Fragment-based inhibitors of kinases are legion, particularly those that bind in the so-called hinge region where the adenine of ATP normally sits. However, even among these there are many different flavors of inhibitors. In particular, about 10 kinases can adopt a “folded P-loop” conformation, in which the phosphate-binding loop collapses into the ATP binding site. This was the focus of a recent open-access paper in ACS Med. Chem. Lett. by Gavin Collie and colleagues at AstraZeneca.
The researchers were interested in the oncology target c-MET. A ligand-based NMR screen of 1150 fragments (in pools of 6 at 200 µM each) yielded a 6% hit rate, of which 20 confirmed by SPR. Crystallography was attempted unsuccessfully on most of these, but compound 1 was found to snuggle into the active site with the protein in the folded P-loop conformation.
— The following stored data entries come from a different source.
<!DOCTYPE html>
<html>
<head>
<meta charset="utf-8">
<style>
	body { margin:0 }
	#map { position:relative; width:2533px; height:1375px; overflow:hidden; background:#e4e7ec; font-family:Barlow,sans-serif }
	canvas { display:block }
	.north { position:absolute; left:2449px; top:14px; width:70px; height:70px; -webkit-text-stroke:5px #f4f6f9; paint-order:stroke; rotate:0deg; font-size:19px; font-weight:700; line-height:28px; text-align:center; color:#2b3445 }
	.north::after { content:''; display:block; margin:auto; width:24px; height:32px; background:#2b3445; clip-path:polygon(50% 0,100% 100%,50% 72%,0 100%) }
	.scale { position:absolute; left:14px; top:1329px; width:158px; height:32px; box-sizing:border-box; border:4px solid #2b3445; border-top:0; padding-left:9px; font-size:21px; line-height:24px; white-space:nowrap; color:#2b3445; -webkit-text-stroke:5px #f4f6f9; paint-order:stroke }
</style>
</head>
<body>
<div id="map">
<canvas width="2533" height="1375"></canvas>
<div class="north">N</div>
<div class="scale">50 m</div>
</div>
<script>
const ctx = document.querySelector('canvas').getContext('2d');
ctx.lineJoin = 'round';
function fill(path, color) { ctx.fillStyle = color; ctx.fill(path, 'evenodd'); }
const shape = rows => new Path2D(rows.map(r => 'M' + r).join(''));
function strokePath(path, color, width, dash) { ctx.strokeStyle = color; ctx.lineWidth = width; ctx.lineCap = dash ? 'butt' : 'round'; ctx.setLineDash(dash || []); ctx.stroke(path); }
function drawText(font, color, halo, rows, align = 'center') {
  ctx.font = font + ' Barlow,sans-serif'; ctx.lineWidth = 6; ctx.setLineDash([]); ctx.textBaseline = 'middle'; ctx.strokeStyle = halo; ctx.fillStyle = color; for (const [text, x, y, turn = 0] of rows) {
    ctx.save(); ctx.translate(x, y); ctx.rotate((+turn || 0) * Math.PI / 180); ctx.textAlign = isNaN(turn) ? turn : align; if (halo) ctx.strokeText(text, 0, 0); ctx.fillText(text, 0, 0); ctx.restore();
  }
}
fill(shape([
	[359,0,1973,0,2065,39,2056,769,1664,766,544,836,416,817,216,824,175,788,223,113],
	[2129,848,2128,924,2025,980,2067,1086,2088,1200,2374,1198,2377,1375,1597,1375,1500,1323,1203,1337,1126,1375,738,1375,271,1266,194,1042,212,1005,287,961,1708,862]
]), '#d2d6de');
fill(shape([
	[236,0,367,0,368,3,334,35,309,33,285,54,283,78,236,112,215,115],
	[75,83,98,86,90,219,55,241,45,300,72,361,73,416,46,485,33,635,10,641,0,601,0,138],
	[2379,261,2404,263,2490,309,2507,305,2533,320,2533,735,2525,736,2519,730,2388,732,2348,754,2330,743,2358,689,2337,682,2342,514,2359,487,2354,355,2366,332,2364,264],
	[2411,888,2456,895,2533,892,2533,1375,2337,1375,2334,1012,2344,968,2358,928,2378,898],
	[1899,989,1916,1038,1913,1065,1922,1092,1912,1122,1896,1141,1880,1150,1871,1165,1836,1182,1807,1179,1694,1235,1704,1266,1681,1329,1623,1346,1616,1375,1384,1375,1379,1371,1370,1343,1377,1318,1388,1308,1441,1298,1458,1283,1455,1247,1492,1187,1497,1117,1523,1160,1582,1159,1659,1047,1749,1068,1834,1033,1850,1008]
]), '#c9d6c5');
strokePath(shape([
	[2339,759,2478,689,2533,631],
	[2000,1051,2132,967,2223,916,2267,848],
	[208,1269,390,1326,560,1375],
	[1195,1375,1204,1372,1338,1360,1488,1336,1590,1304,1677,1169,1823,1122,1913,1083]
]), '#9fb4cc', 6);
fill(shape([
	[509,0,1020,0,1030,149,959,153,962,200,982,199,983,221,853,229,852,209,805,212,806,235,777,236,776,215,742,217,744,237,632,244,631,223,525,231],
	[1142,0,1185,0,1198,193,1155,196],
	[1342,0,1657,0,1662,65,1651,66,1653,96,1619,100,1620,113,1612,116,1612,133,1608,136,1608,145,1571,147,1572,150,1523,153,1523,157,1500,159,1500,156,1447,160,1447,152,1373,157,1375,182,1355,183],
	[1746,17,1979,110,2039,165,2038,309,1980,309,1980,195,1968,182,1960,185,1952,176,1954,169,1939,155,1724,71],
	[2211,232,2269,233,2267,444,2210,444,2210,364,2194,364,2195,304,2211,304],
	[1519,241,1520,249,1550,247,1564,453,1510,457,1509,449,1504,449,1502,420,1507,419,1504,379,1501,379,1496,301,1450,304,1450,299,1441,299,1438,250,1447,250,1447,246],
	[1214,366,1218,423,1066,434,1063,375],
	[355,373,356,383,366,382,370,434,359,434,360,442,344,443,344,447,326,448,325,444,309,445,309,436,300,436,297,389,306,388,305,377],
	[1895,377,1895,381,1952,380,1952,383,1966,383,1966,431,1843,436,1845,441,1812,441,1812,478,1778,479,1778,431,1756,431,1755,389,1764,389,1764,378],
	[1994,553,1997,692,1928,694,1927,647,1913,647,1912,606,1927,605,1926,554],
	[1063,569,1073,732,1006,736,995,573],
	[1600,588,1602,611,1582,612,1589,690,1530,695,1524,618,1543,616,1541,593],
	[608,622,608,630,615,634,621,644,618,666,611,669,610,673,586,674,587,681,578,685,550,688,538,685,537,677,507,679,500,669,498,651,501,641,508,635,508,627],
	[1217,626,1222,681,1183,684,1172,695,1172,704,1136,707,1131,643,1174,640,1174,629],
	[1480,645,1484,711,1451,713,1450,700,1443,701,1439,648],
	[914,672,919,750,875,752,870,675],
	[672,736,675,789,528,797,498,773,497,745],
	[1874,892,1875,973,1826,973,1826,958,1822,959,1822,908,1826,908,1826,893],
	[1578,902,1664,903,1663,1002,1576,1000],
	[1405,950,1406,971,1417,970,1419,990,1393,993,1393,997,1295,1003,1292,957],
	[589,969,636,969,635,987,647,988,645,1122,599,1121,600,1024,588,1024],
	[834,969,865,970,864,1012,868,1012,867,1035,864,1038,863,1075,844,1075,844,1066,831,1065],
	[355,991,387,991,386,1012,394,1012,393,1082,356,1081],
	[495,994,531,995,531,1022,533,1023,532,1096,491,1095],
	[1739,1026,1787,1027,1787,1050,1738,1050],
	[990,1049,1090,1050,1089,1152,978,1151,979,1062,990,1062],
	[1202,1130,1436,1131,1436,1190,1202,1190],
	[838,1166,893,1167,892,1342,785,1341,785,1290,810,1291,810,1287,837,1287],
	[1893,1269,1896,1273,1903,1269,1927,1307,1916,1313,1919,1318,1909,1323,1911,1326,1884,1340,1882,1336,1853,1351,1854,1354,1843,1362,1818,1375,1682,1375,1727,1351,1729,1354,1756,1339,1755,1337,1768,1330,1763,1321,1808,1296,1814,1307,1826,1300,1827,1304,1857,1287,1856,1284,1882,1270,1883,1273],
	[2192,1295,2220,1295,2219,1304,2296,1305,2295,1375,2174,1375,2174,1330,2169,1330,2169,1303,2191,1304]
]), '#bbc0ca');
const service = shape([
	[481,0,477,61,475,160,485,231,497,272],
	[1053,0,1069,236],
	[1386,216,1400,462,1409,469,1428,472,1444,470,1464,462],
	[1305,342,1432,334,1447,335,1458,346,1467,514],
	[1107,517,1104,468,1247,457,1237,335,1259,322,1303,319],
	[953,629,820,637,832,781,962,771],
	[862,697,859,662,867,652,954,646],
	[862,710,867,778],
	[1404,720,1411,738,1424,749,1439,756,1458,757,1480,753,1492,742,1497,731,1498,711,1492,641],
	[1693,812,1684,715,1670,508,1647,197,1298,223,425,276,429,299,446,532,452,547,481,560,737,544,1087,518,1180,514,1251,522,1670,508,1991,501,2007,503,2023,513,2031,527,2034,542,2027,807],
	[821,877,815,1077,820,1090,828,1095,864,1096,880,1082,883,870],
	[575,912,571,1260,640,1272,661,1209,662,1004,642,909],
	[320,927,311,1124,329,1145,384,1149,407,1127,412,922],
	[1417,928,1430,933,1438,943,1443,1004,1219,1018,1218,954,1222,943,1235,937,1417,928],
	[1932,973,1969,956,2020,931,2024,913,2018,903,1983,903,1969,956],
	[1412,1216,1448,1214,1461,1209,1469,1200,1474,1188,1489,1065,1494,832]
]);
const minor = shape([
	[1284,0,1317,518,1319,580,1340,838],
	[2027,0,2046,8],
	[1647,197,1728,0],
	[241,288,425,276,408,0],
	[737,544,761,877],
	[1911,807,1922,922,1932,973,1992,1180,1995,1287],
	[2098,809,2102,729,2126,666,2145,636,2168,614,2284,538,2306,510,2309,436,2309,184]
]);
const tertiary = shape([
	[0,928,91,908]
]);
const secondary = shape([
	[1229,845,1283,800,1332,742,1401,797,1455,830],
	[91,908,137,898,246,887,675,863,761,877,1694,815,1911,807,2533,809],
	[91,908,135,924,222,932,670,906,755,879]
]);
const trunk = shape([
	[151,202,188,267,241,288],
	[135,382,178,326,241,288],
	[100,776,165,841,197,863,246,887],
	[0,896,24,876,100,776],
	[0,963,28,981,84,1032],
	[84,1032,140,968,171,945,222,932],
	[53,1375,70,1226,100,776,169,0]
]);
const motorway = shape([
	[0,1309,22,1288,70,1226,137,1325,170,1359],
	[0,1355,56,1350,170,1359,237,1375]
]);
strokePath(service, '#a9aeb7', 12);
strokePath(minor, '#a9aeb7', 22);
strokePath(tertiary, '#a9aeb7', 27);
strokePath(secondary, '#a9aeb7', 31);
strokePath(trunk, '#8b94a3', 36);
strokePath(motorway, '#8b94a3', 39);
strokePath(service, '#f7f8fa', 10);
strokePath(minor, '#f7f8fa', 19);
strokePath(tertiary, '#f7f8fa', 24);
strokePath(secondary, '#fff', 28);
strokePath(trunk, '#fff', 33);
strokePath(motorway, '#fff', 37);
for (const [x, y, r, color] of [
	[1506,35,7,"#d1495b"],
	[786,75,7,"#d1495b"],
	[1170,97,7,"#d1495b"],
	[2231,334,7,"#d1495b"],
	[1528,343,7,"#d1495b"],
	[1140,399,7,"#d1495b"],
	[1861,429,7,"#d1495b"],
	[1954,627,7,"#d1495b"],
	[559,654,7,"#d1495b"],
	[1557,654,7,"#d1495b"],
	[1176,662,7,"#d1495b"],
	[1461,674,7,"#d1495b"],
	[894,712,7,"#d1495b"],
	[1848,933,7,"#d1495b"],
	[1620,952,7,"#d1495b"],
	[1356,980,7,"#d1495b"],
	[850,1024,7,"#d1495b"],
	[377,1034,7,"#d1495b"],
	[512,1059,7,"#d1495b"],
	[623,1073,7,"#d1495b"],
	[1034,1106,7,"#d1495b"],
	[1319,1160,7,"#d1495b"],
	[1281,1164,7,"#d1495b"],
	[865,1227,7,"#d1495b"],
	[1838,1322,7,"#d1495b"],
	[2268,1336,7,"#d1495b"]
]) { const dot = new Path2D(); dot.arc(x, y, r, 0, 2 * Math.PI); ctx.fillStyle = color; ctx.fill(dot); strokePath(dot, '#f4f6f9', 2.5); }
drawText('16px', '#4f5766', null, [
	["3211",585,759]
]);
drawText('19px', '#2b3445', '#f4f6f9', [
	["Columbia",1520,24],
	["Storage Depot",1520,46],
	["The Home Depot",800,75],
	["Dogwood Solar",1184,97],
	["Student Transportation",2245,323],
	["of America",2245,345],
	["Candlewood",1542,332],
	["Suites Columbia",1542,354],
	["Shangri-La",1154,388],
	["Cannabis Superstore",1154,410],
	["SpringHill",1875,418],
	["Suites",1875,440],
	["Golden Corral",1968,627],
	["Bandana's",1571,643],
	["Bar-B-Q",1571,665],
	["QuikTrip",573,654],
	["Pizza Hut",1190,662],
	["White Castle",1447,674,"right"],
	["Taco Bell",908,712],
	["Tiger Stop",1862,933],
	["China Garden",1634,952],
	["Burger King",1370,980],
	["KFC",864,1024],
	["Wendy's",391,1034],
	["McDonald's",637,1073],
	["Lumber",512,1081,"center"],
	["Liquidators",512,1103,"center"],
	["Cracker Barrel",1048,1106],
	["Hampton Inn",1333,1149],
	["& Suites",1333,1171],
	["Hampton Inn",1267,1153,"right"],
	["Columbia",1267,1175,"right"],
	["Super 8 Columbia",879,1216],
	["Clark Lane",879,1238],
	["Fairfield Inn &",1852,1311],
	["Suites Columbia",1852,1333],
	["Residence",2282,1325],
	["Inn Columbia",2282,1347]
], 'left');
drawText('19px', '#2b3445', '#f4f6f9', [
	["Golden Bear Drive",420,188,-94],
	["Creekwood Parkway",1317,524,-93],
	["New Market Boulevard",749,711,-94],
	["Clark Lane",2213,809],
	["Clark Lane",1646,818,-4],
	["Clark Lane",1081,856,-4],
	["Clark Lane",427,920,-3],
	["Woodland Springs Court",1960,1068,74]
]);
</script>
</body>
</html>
A computational similarity search of AstraZeneca’s internal library identified compound 2, which crystallography revealed to bind in a similar manner, with two hydrogen bonds to the hinge region and the benzyl group buried in a hydrophobic pocket. A second similarity search of the library – this time based on compound 2 – identified compound 3. Crystallography confirmed that the core azaindole moieties of compounds 2 and 3 overlay, and thus fragment merging was attempted.
The resulting compound 5 bound as expected. This prompted yet another computational search of the internal library, and after a bit of medicinal chemistry compound 7 was identified as a mid-nanomolar inhibitor with low micromolar cell-based activity. Crystallography revealed that it too binds to the folded P-loop conformation of c-MET.
Because the folded P-loop conformation is rare among kinases, the researchers hoped that the resulting molecule would be selective. Unfortunately, when profiled against a panel of 140 kinases at the low concentration of 100 nM, 27 of them were inhibited by at least 60%. This is perhaps not surprising given the 7-azaindole core, which has been found to bind to more than 90 kinases, though some compounds containing this moiety are selective.
Nonetheless, this paper is a nice example of structure-guided fragment merging. A cynic could point out that had the researchers screened the entire AstraZeneca compound collection they likely would have identified molecules very similar to compound 7 anyway, but this may have cost more and would not be an option at smaller organizations without million-compound libraries. And the approach is useful for more difficult targets for which high-affinity molecules may not exist – yet.